In [1]:
from pyspark.sql import DataFrame, SparkSession

spark: SparkSession = (
    SparkSession.builder.master("local[3]")  # type: ignore
    .appName("Aggregate Example")
    .getOrCreate()
)

spark.version

25/04/08 13:00:02 WARN NativeCodeLoader: Unable to load native-hadoop library for your platform... using builtin-java classes where applicable


'3.5.5'

In [2]:
invoice_df: DataFrame = (
    spark.read.format("csv")
    .option("header", "true")
    .option("inferSchema", "true")
    .load("data/invoices.csv")
)

invoice_df.show(5)

                                                                                

+---------+---------+--------------------+--------+---------------+---------+----------+--------------+
|InvoiceNo|StockCode|         Description|Quantity|    InvoiceDate|UnitPrice|CustomerID|       Country|
+---------+---------+--------------------+--------+---------------+---------+----------+--------------+
|   536365|     NULL|WHITE HANGING HEA...|       6|01-12-2010 8.26|     2.55|     17850|United Kingdom|
|   536365|    71053| WHITE METAL LANTERN|       6|01-12-2010 8.26|     3.39|     17850|United Kingdom|
|   536365|   84406B|CREAM CUPID HEART...|       8|01-12-2010 8.26|     2.75|     17850|United Kingdom|
|   536365|   84029G|KNITTED UNION FLA...|       6|01-12-2010 8.26|     3.39|     17850|United Kingdom|
|   536365|   84029E|RED WOOLLY HOTTIE...|       6|01-12-2010 8.26|     3.39|     17850|United Kingdom|
+---------+---------+--------------------+--------+---------------+---------+----------+--------------+
only showing top 5 rows



# Simple Aggregations

summarize whole dataframe to get 1 single row in the result.

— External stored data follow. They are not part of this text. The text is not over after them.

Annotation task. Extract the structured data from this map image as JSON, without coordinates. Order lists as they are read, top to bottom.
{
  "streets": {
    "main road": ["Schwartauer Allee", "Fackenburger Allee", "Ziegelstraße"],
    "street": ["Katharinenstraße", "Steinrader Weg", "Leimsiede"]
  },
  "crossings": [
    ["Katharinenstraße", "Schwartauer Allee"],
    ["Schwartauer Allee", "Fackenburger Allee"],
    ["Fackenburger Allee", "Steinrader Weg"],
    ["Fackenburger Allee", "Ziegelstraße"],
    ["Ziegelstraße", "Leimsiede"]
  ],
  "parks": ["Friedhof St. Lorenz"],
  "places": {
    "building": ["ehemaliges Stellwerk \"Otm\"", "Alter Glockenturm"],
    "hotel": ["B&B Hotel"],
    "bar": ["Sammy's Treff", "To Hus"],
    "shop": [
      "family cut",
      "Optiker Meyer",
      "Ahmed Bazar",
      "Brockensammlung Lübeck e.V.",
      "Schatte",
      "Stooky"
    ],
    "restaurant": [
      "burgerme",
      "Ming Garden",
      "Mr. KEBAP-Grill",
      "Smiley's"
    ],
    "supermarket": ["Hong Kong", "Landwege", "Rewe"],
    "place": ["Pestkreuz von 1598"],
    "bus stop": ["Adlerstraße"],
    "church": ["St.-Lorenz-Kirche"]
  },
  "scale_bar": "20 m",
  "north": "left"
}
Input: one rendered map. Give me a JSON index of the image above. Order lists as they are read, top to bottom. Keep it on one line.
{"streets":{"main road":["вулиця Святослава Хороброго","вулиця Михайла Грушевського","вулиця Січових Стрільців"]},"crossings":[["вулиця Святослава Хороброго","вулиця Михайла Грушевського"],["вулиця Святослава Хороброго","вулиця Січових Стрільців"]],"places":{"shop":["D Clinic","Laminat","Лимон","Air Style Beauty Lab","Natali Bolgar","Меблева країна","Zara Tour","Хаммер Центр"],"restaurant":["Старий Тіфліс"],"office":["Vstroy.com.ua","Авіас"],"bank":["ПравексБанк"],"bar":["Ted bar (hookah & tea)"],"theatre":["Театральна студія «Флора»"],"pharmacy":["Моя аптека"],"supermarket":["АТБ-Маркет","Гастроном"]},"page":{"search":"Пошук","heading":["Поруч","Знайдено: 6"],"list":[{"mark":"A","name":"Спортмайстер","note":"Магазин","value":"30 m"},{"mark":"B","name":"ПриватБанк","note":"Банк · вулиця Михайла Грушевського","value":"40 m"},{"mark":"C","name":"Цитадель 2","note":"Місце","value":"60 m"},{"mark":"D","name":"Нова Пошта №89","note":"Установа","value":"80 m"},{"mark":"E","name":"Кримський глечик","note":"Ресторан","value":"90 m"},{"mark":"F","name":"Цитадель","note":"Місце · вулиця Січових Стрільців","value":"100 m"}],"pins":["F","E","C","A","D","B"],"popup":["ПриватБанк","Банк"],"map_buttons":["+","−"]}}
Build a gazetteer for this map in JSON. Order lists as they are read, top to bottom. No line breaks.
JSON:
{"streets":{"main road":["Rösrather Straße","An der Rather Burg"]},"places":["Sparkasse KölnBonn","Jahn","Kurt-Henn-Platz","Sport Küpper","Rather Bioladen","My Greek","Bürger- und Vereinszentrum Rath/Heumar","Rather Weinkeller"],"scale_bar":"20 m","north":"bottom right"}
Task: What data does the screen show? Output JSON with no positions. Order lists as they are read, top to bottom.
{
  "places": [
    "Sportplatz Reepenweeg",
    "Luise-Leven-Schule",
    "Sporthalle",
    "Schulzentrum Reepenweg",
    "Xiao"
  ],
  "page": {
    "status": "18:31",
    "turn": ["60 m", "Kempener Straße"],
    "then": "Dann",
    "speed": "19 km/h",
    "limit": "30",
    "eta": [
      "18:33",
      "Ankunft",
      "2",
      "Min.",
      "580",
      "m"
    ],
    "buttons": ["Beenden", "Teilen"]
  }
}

> these aggregates are functions, so we can use them in column object expression or SQL like string expression.


In [3]:
from pyspark.sql import functions as F

invoice_df.select(
    F.count("*").alias("Total Count"),
    F.sum("Quantity").alias("Total Quantity"),
    F.avg("UnitPrice").alias("Average Unit Price"),
    F.count_distinct("InvoiceNo").alias("Distinct Invoice Count"),
).show()



+-----------+--------------+------------------+----------------------+
|Total Count|Total Quantity|Average Unit Price|Distinct Invoice Count|
+-----------+--------------+------------------+----------------------+
|     541909|       5176450| 4.611113626088481|                 25900|
+-----------+--------------+------------------+----------------------+



                                                                                

In [4]:
invoice_df.selectExpr(
    "COUNT(1) AS `Total Count`",  # count even null values, COUNT(*)
    "COUNT(StockCode) AS `Total Stock Count`",  # count non-null values
    "SUM(Quantity) AS `Total Quantity`",
    "AVG(UnitPrice) AS `Average Unit Price`",
).show()



+-----------+-----------------+--------------+------------------+
|Total Count|Total Stock Count|Total Quantity|Average Unit Price|
+-----------+-----------------+--------------+------------------+
|     541909|           541908|       5176450| 4.611113626086849|
+-----------+-----------------+--------------+------------------+



                                                                                

## Exercise 1

- based on this [_dataset_](code/01-Aggregate/data/invoices.csv)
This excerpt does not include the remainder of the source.